The house lights stay up to keep us safely in the world of ‘now’ as we are introduced to the world of ‘then’ when we are taught to revel with Sir John (“How now, Mad Wags?!”) and sing drinking songs (Blair Mowat’s music is beautifully judged). We join the action by shooting arrows at the French (‘Hiss!’) and perform our duty to St George like bold knights. We are ‘amazing’ and after bouncing up and down on King Henry’s orders we pause in an awed hush to let Josie process down the aisle and place her crown on its rightful cushion. The collective drum roll and applause confirm the crown’s centrality to what follows. Any kid taking away the notion that Henry V is about who wears the Crown of England won’t be too far from Shakespeare’s intent, after all.
The ensemble provides their own stage management and a picture frame convention allows characters a ‘freeze frame’ moment to introduce themselves before they launch into the action, a thoughtful touch to assist a young audience, especially when actors double up parts and names are not straightforward (Poins!).

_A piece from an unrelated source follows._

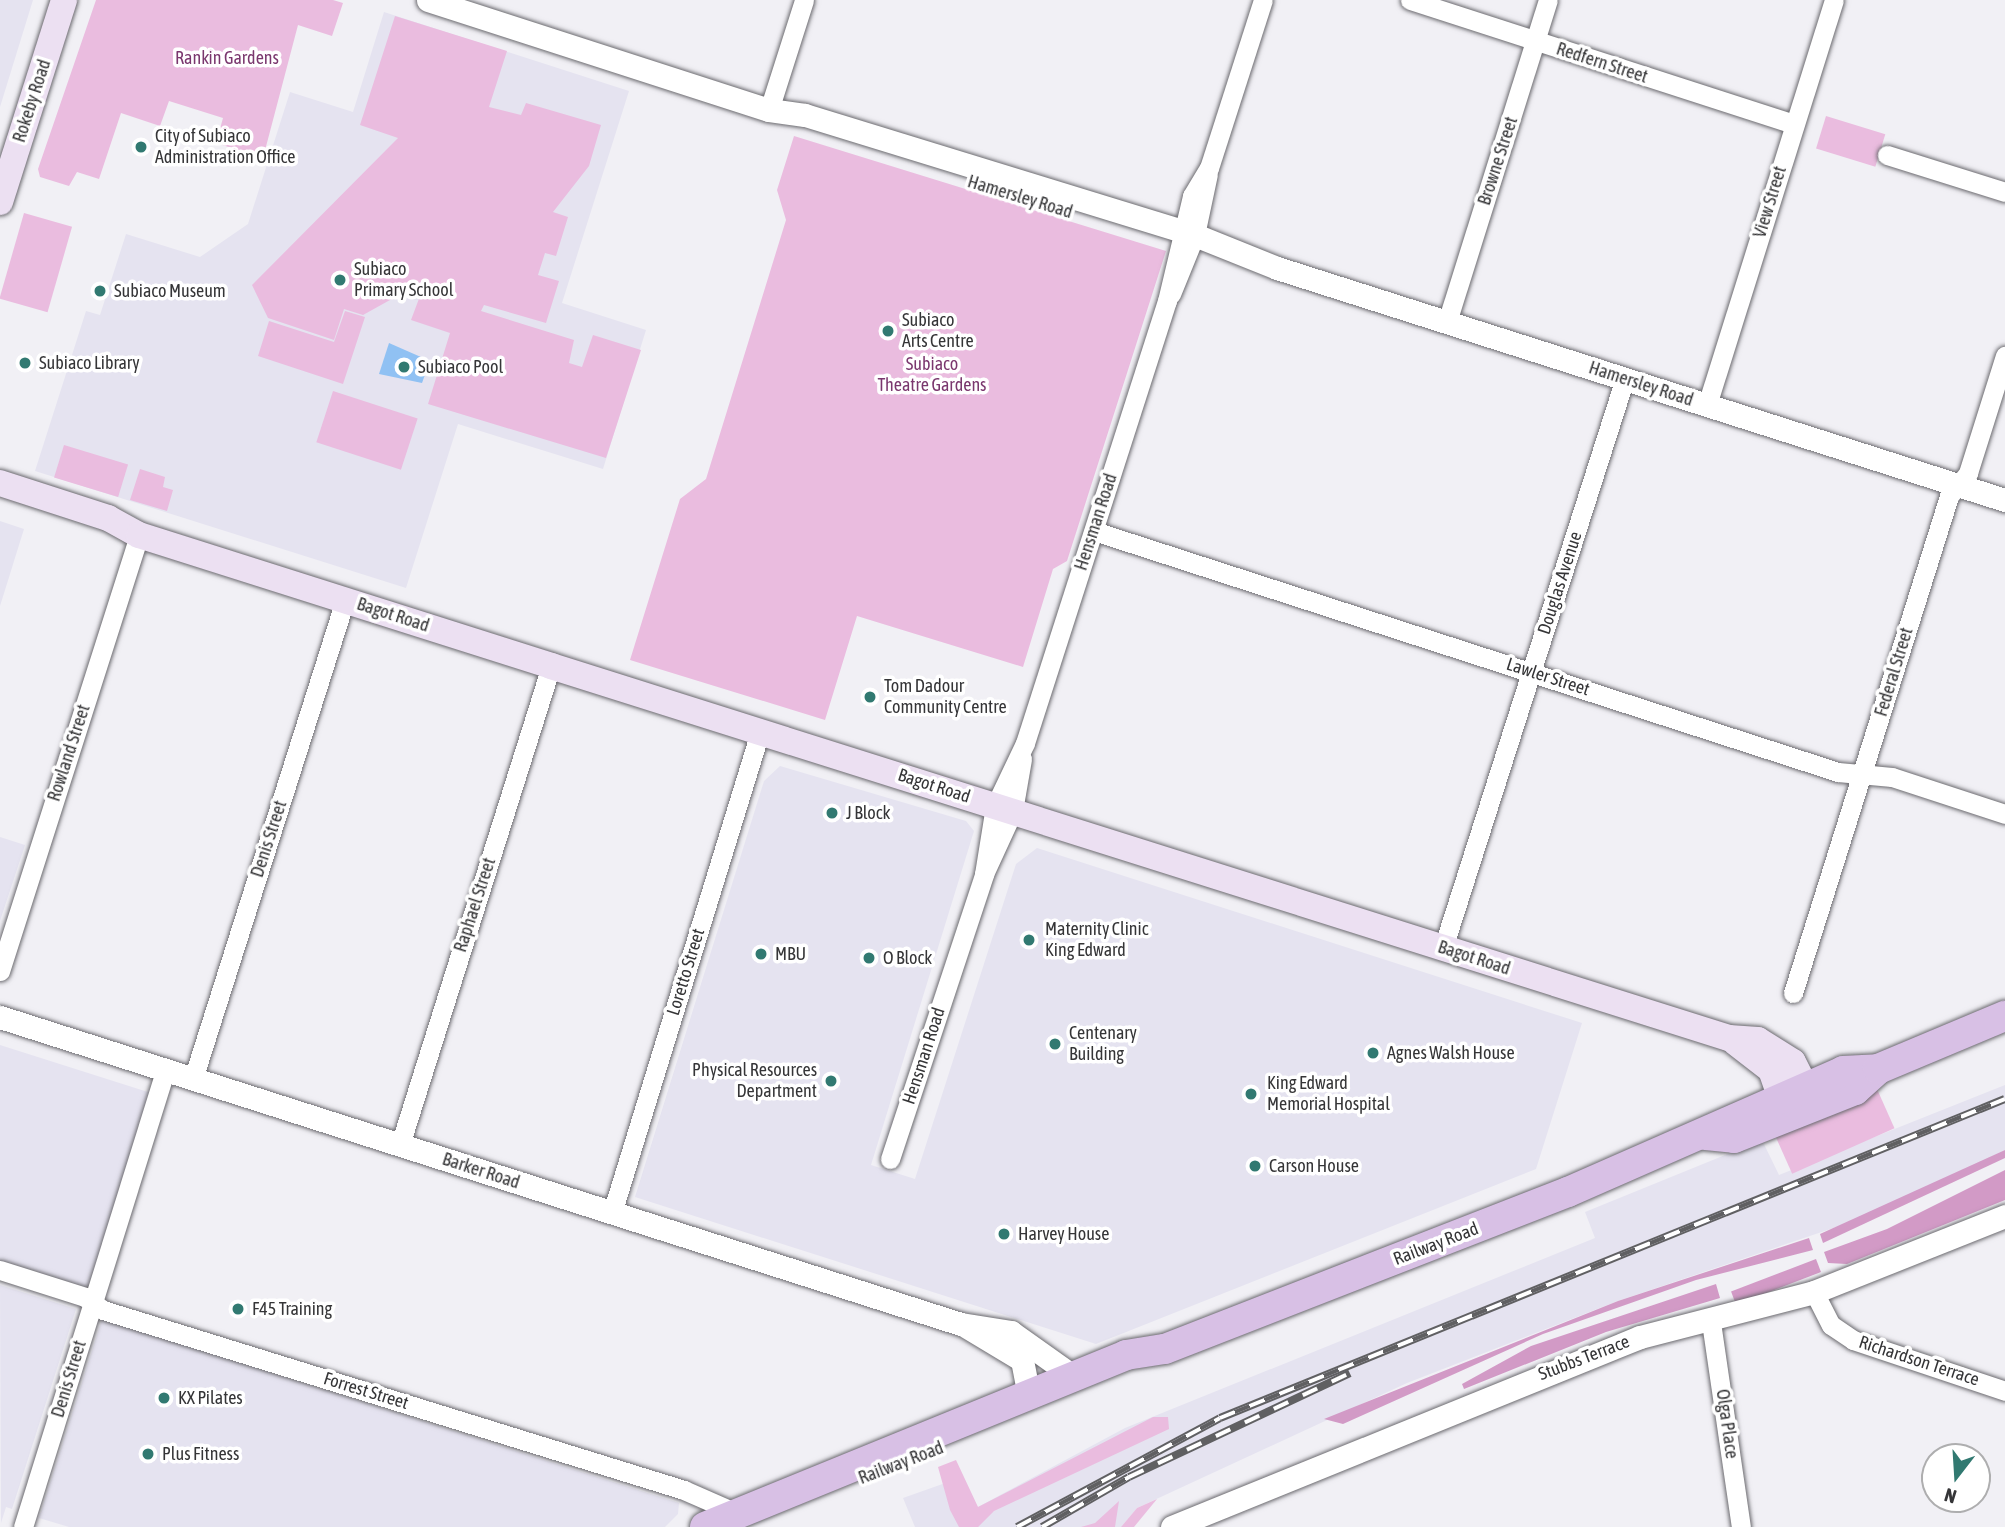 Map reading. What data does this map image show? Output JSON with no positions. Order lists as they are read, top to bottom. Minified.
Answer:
{"streets":{"main road":["Rokeby Road","Bagot Road","Railway Road"],"street":["Redfern Street","Browne Street","Hamersley Road","View Street","Hensman Road","Douglas Avenue","Federal Street","Lawler Street","Rowland Street","Denis Street","Raphael Street","Loretto Street","Barker Road","Stubbs Terrace","Richardson Terrace","Forrest Street","Olga Place"]},"crossings":[["Redfern Street","Browne Street"],["Redfern Street","View Street"],["Browne Street","Hamersley Road"],["Hamersley Road","View Street"],["Hamersley Road","Hensman Road"],["Hamersley Road","Douglas Avenue"],["Hamersley Road","Federal Street"],["Hensman Road","Bagot Road"],["Hensman Road","Lawler Street"],["Douglas Avenue","Bagot Road"],["Douglas Avenue","Lawler Street"],["Bagot Road","Rowland Street"],["Bagot Road","Denis Street"],["Bagot Road","Raphael Street"],["Bagot Road","Loretto Street"],["Bagot Road","Railway Road"],["Federal Street","Lawler Street"],["Denis Street","Barker Road"],["Denis Street","Forrest Street"],["Raphael Street","Barker Road"],["Loretto Street","Barker Road"],["Barker Road","Railway Road"],["Railway Road","Forrest Street"],["Stubbs Terrace","Richardson Terrace"],["Stubbs Terrace","Olga Place"]],"parks":["Rankin Gardens","Subiaco Theatre Gardens"],"places":["City of Subiaco Administration Office","Subiaco Primary School","Subiaco Museum","Subiaco Arts Centre","Subiaco Library","Subiaco Pool","Tom Dadour Community Centre","J Block","Maternity Clinic King Edward","MBU","O Block","Centenary Building","Agnes Walsh House","Physical Resources Department","King Edward Memorial Hospital","Carson House","Harvey House","F45 Training","KX Pilates","Plus Fitness"],"north":"bottom"}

Appropriately for travelling players, Hull Truck’s performing space is littered with removal trunks. Ingenious openings, wheels and contents mean Simon Anthony Wells’ designs transform these into an array of thrones, taverns, battlefields and braziers and they’re exploited to the full in some terrific fights. Hotspur and Hall wrestle and hurl themselves on, over, under and around them in a magnificently choreographed showdown (Fights: Rachel Bown-Williams/Ruth Cooper-Brown).

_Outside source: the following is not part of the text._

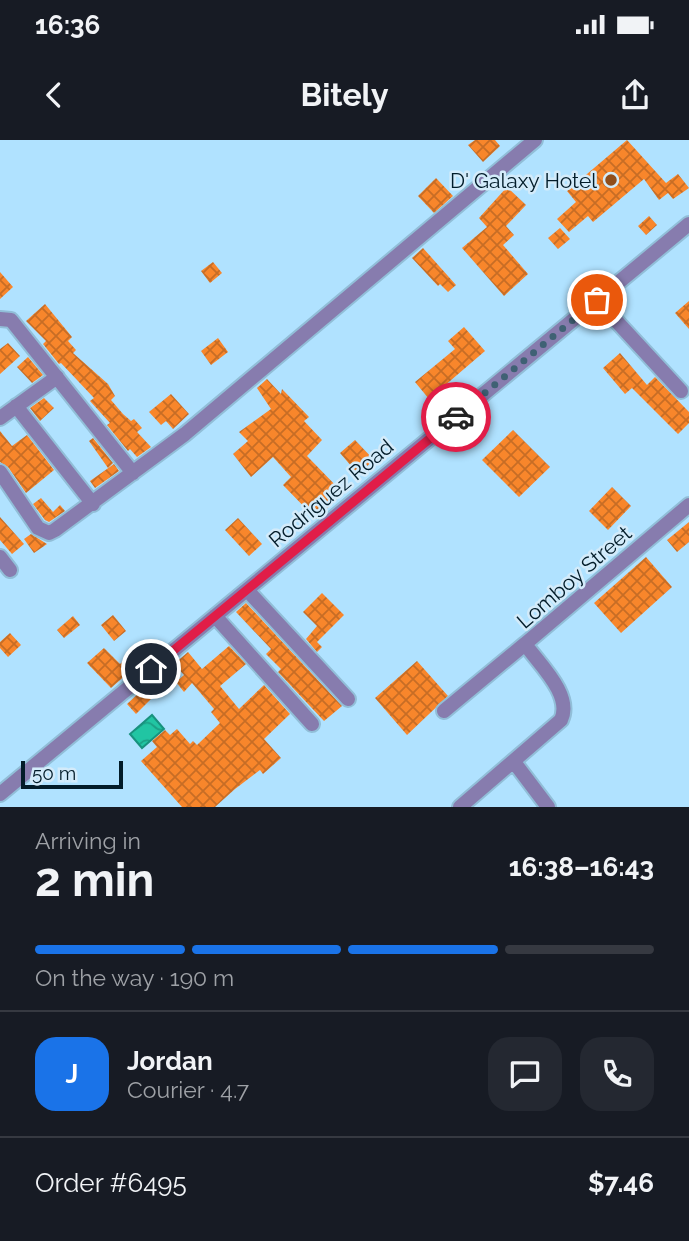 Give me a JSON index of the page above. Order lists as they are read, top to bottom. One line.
{"streets":{"street":["Rodriguez Road","Lomboy Street"]},"places":["D' Galaxy Hotel"],"scale_bar":"50 m","page":{"status":"16:36","header":"Bitely","scale":"50 m","heading":["2 min","Arriving in","16:38–16:43"],"panel":["Jordan","Courier · 4.7","Order #6495","$7.46"],"bar":"On the way · 190 m","round":"J"}} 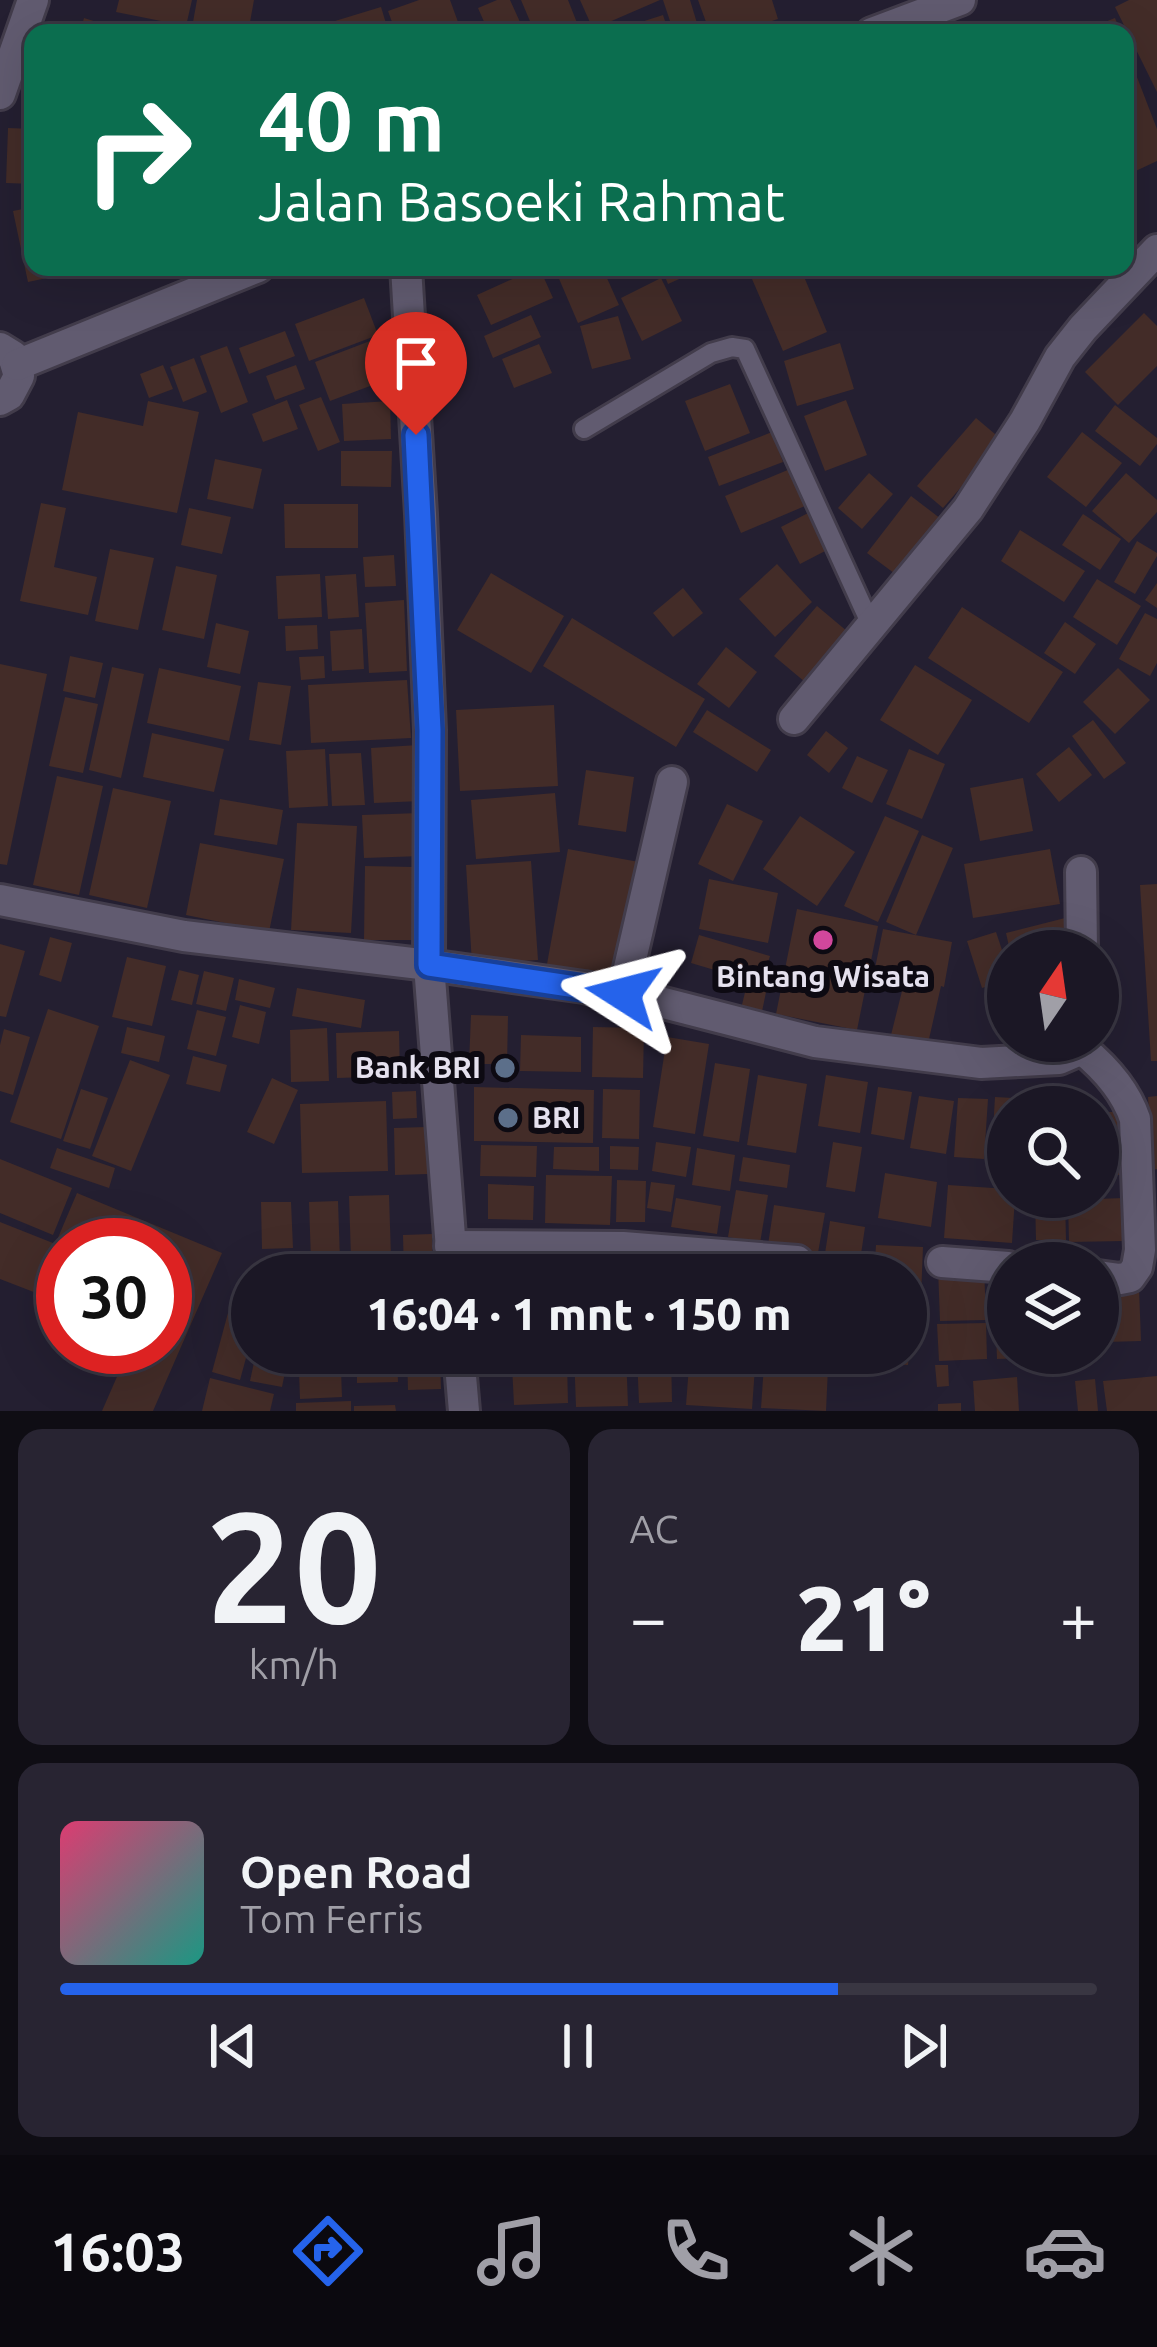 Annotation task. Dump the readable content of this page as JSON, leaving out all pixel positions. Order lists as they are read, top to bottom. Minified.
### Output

We experience the characters physicality at all levels, whether Falstaff’s flab (the audience howl their agreement as Sheriff (Miller) judges him ‘fat as butter’), or the crown itself – rather too large for Hal’s head, a nice metaphor for his rookie state. If Henry IV’s elegant language on his deathbed is lost on Josie, Prince Hal appropriating a crown too large for him and getting told off for it, makes it clearer. There are moments when the density of the verse makes me wonder whether Owen Horsley couldn’t have cut even more ruthlessly for this age group. His edit and direction doesn’t pull back on the complex concepts and language – this is not a production that can be accused of dumbing down – but with a versatile orchestrated troupe like this cast, the opportunity is occasionally missed to trim Hal’s speeches and ‘show not tell’.

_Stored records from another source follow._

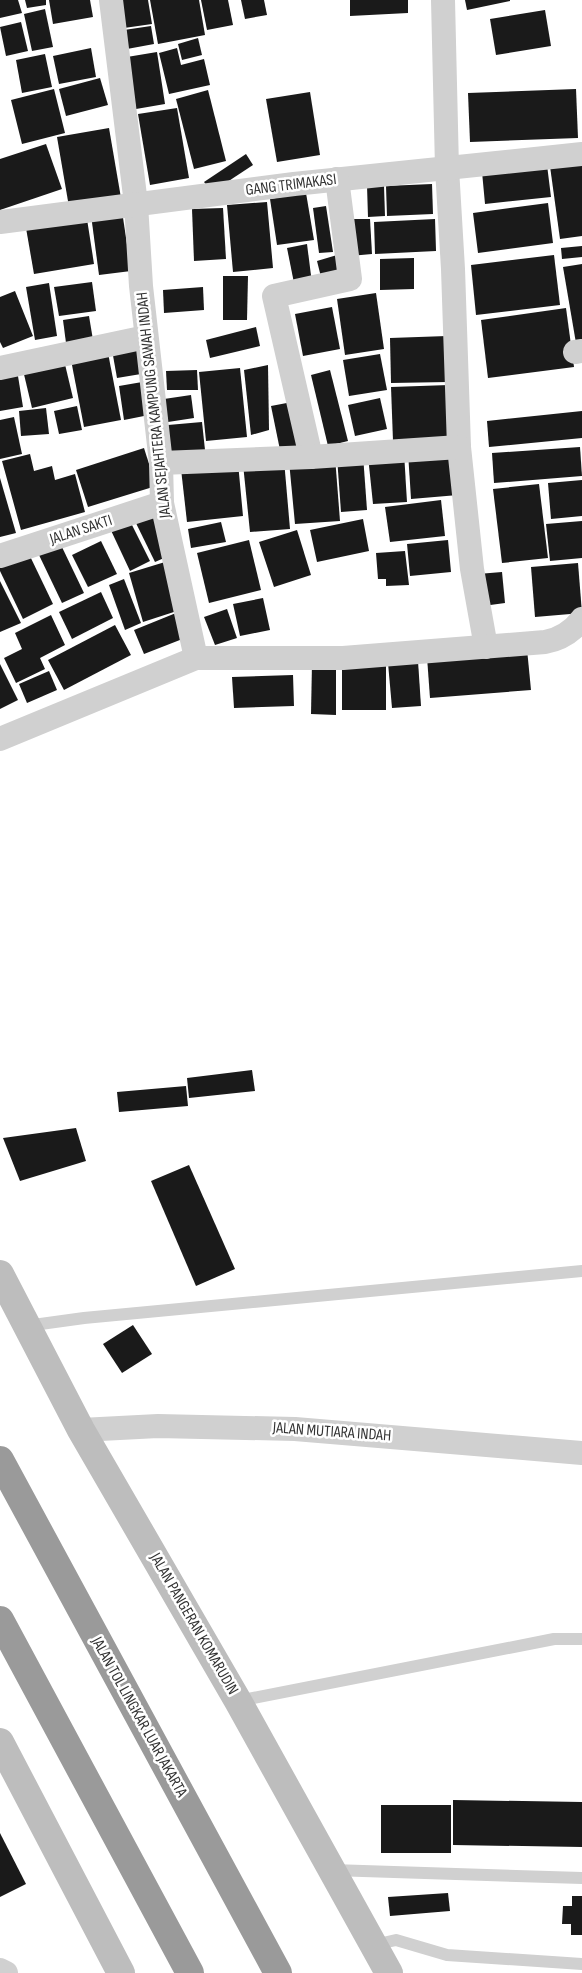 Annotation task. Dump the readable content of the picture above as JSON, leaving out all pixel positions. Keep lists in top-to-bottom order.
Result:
{
  "streets": {
    "highway": ["JALAN TOL LINGKAR LUAR JAKARTA"],
    "street": [
      "GANG TRIMAKASI",
      "JALAN SEJAHTERA KAMPUNG SAWAH INDAH",
      "JALAN SAKTI",
      "JALAN MUTIARA INDAH",
      "JALAN PANGERAN KOMARUDIN"
    ]
  },
  "crossings": [
    ["GANG TRIMAKASI", "JALAN SEJAHTERA KAMPUNG SAWAH INDAH"],
    ["JALAN SEJAHTERA KAMPUNG SAWAH INDAH", "JALAN SAKTI"],
    ["JALAN MUTIARA INDAH", "JALAN PANGERAN KOMARUDIN"]
  ]
}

But only occasionally! The action is suitably whirl-wind, fitting three full plays into 70 minutes. Poins(Quinn) introduces his mad plot to mock Falstaff (Yadoo) and we’re off – drawing the Prince (Bassindale) dangerously close to thieving. We hurtle from East Cheap where a delightful Mistress Quickly (Abbott) rolls Shakespeare’s metre into a delicious West Indian patois to court and the Dauphin’s balls in an instant. Each plot twist and revelation is articulated by a trombone or piano or accordion, and there is scarcely a moment to catch breath. Bassindale (Hal) and Yadoo (Henry IV) soon work up a sweat sweeping from palace to the fray, and theirs is the toughest challenge – to make sense of difficult metaphors and concepts and not delay the hectic pace. At moments, their gurning and gestures to articulate meaning become rather too cartoon for me, but both have an engaging generous style which delights the young audience and inspires a lusty ‘God for Harry!’ at the right moment.
This is a smashing piece of theatre and great fun and deserves to pull lots of its target audience (and their mums and dads) to unpick Shakespeare’s challenging language through some of his most engaging characters.